Get rid of XP by 2012 and start testing Windows 7 now, businesses told

Get ready for Microsoft's latest OS to avoid compatibility problems further down the road
Written by Tim Ferguson, Contributor

Get ready for Microsoft's latest OS to avoid compatibility problems further down the road

Businesses should start investigating Windows 7 by the end of 2010, analysts have said.

Research company Gartner is advising companies to begin planning for and testing Windows 7 by the end of this year in order to be rid of XP before the end of 2012.

Microsoft's official support for XP doesn't end until April 2014 but Gartner said companies need to address migration to Windows 7 before then. This is in order to avoid compatibility issues as new applications increasingly fail to work with XP and independent software vendors end their support for apps on the OS.

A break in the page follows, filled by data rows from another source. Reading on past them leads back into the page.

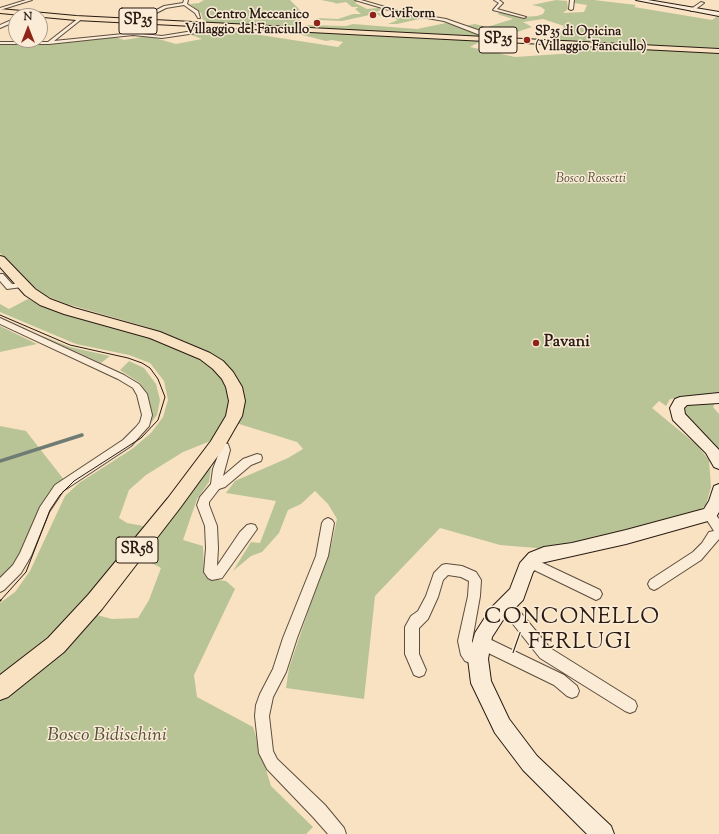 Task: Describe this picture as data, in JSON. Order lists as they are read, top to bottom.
{
  "streets": {
    "main road": ["SP35", "SR58"]
  },
  "districts": ["CONCONELLO / FERLUGI"],
  "parks": ["Bosco Rossetti", "Bosco Bidischini"],
  "places": [
    "CiviForm",
    "Centro Meccanico Villaggio del Fanciullo",
    "SP35 di Opicina (Villaggio Fanciullo)",
    "Pavani"
  ],
  "north": "top"
} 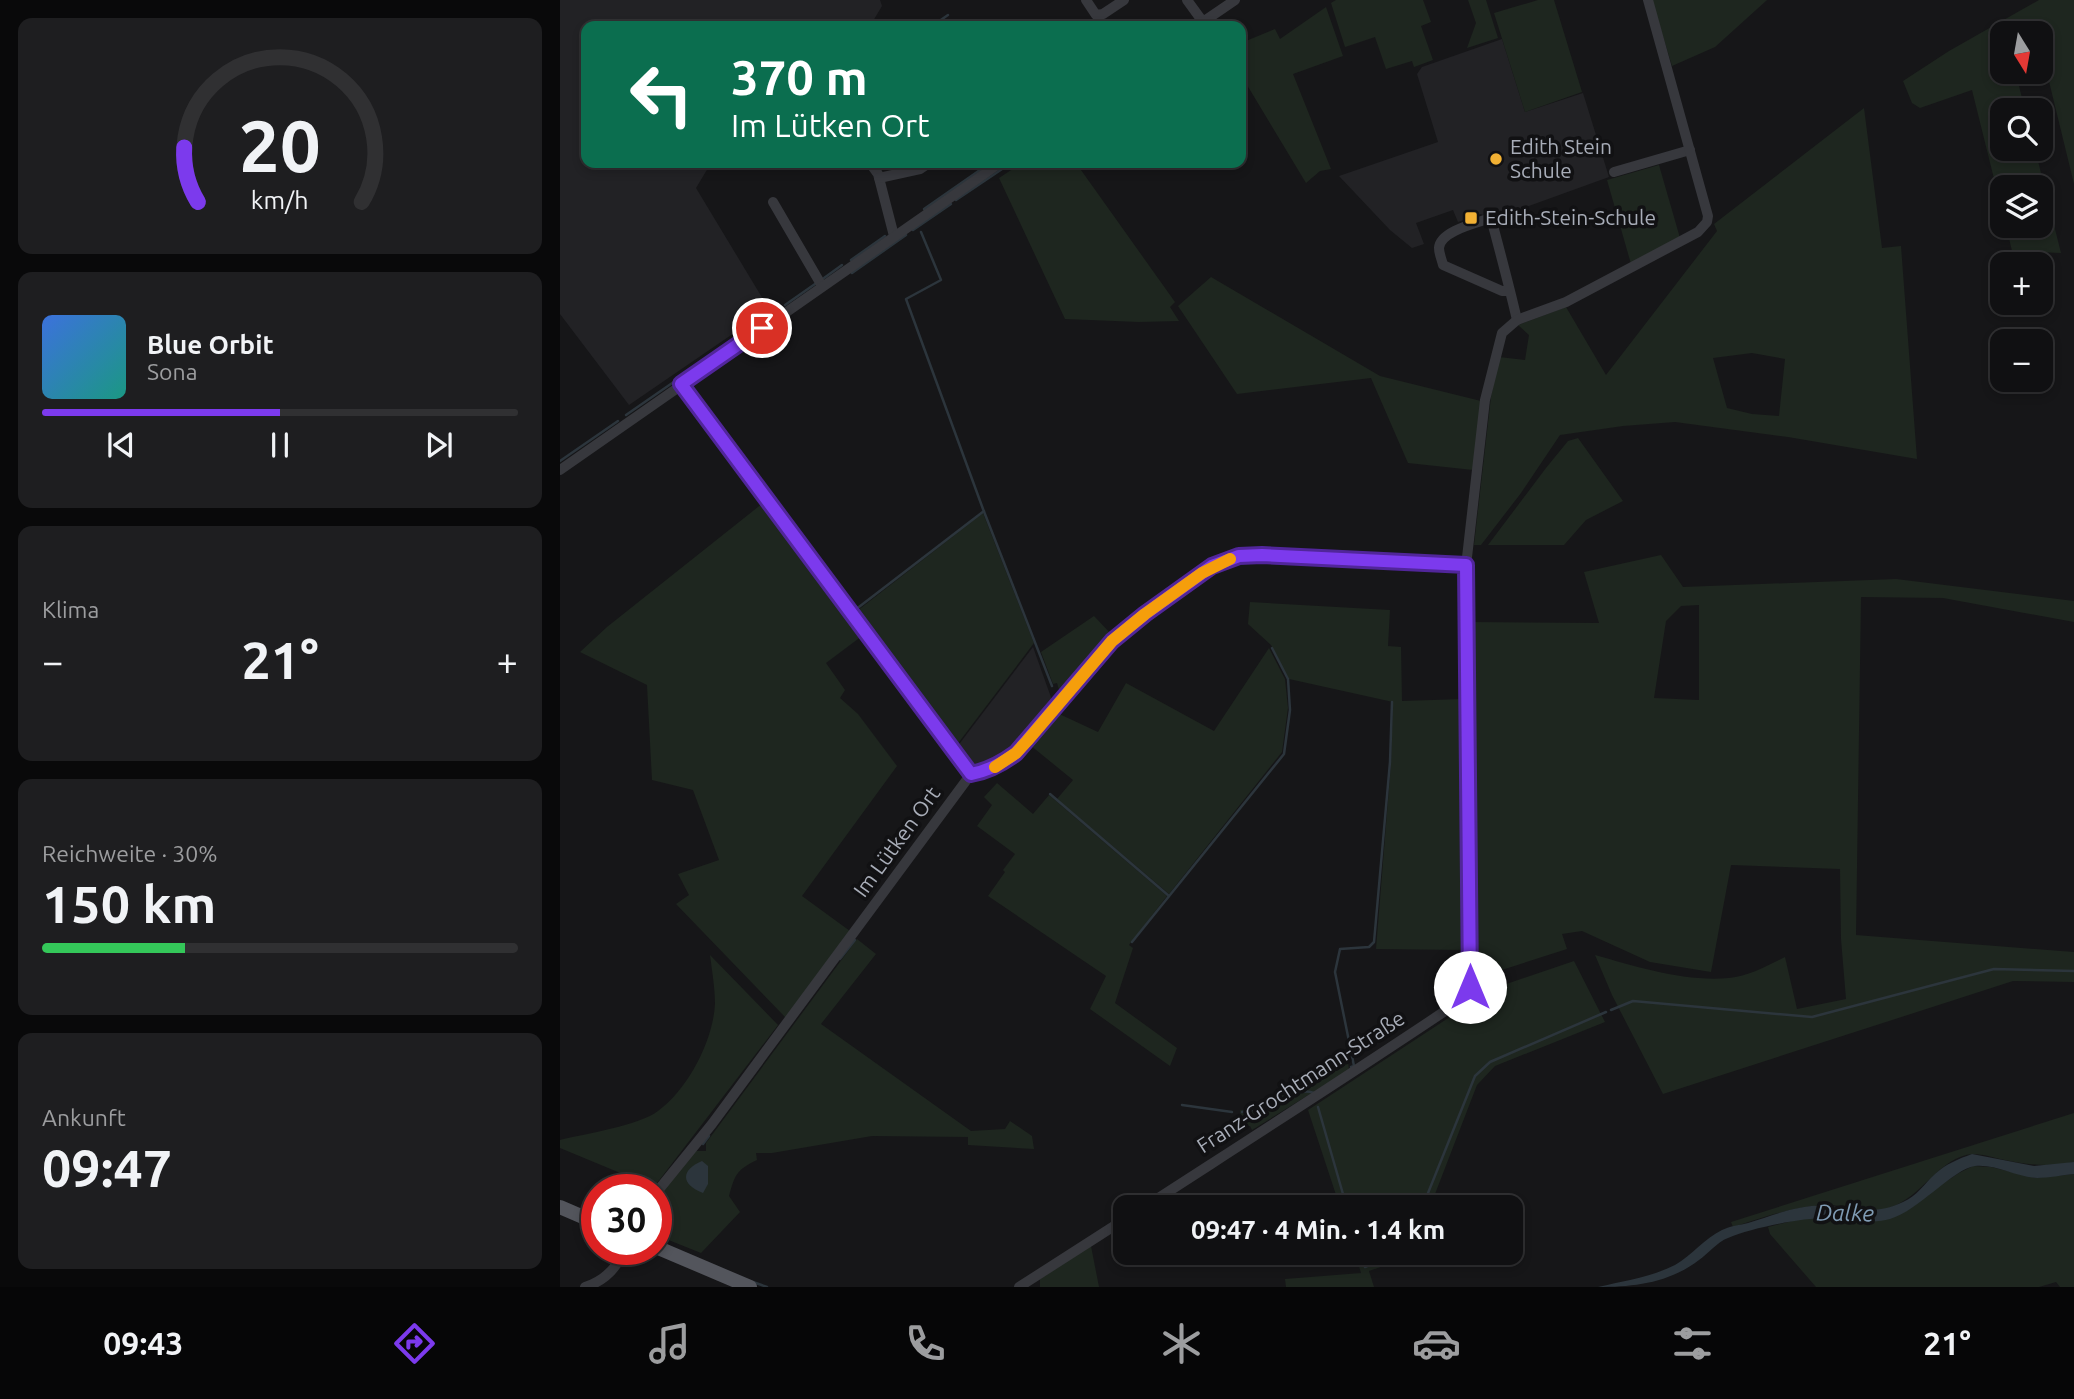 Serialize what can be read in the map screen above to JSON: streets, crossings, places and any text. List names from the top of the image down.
{
  "streets": {
    "street": ["Im Lütken Ort", "Franz-Grochtmann-Straße"]
  },
  "water": ["Dalke"],
  "places": {
    "other": ["Edith Stein Schule"],
    "transit": ["Edith-Stein-Schule"]
  },
  "north": "bottom",
  "page": {
    "map_buttons": ["+", "−"],
    "turn": ["370 m", "Im Lütken Ort"],
    "song": ["Blue Orbit", "Sona"],
    "tile": [
      "Klima",
      ["Reichweite · 30%", "150 km"],
      ["Ankunft", "09:47"]
    ],
    "heat": ["−", "21°", "+"],
    "limit": "30",
    "trip": "09:47 · 4 Min. · 1.4 km",
    "tabs": ["09:43", "21°"],
    "gauge": ["20", "km/h"]
  }
}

The looming end to XP support is likely to be front of mind for many businesses, with Gartner research showing that 80 per cent of companies have avoided deploying its successor Windows Vista.

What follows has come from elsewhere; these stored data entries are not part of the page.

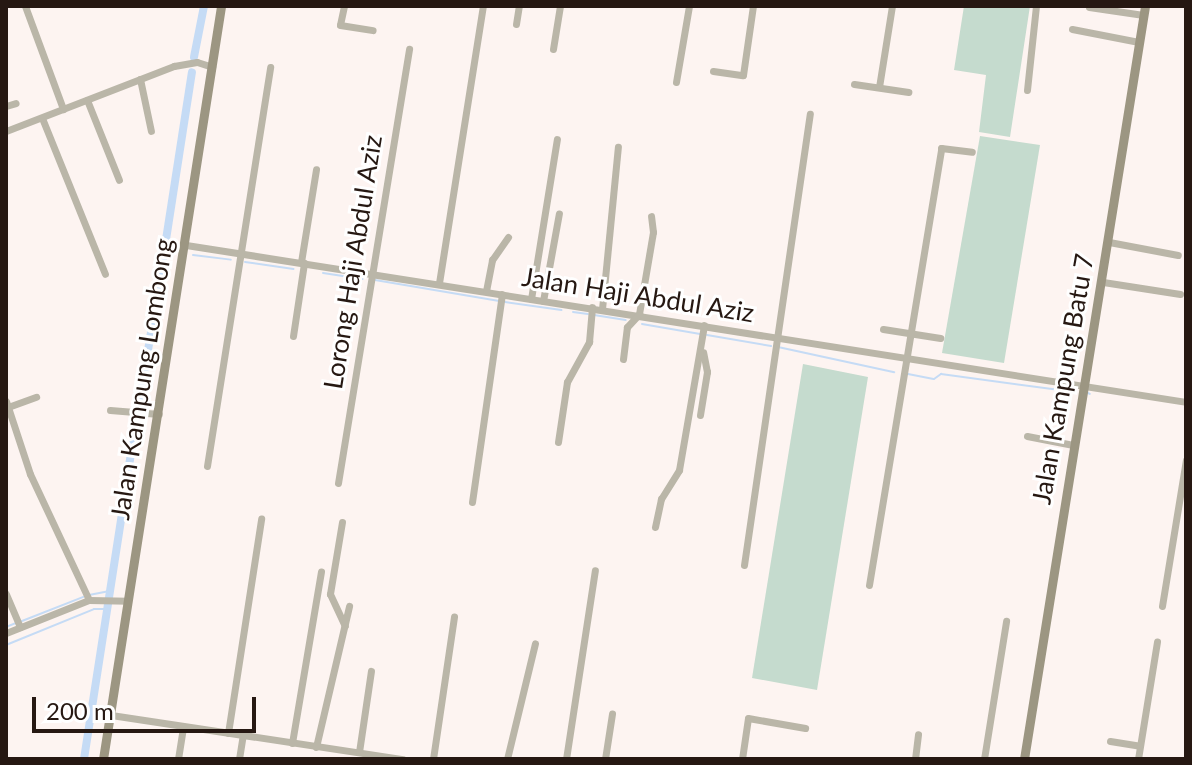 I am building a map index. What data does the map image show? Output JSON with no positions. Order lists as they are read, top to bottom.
{
  "streets": {
    "street": [
      "Lorong Haji Abdul Aziz",
      "Jalan Haji Abdul Aziz",
      "Jalan Kampung Lombong",
      "Jalan Kampung Batu 7"
    ]
  },
  "crossings": [
    ["Lorong Haji Abdul Aziz", "Jalan Haji Abdul Aziz"],
    ["Jalan Haji Abdul Aziz", "Jalan Kampung Lombong"],
    ["Jalan Haji Abdul Aziz", "Jalan Kampung Batu 7"]
  ],
  "scale_bar": "200 m"
}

And, according to separate research, many are going to make the leap to Windows 7 sooner rather than later: almost half of organisations say they plan to move to Windows 7 before the first service pack emerges later this year.

Windows 7

Organisations are being urged to make plans to move to Windows 7 before support for XP ends
(Photo credit: Seth Rosenblatt/CNET)

Organisations will need to work out whether to migrate all employees onto Windows 7 in one go, or more gradually over a longer period as old PCs are replaced with new hardware running the OS, according to Gartner.

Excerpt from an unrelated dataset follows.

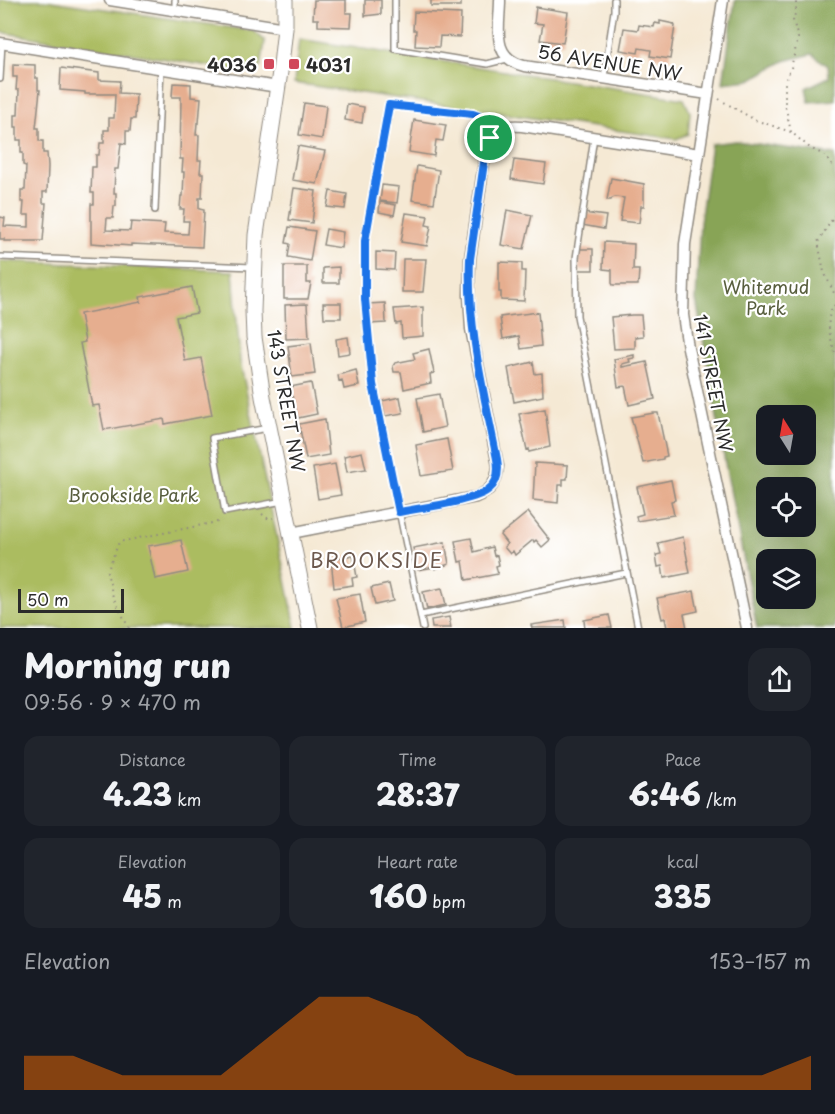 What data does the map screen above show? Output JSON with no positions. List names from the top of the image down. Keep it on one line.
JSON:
{"streets":{"street":["56 AVENUE NW","141 STREET NW","143 STREET NW"]},"crossings":[["56 AVENUE NW","141 STREET NW"]],"districts":["BROOKSIDE"],"parks":["Whitemud Park","Brookside Park"],"places":{"transit":["4036","4031"]},"scale_bar":"50 m","north":"top","page":{"scale":"50 m","heading":["Morning run","09:56 · 9 × 470 m"],"stats":[["Distance","4.23 km"],["Time","28:37"],["Pace","6:46 /km"],["Elevation","45 m"],["Heart rate","160 bpm"],["kcal","335"]],"chart":["Elevation","153–157 m"]}}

Those favouring the big bang approach should set a target end date, work out when the latest they can begin deployment is and then add extra time for pilots and testing - bearing in mind most organisations will need 12 to 18 months to plan, test and pilot Windows 7 before migration, Gartner said. Taking all these timelines into account should give businesses an indication of when to begin their migration.

Meanwhile, organisations rolling out Windows 7 using the attrition approach should pick a start date with two factors in mind - when they expect independent software makers to provide a sufficient level of support for Windows 7 and how much time is needed for them to properly test the OS.

With the attrition approach, companies may find their migrations cannot be completed entirely by as-and-when PC replacement, due to the length of hardware refresh cycles and may also need to migrate a block of computers in one go in order to meet their target end date for the project.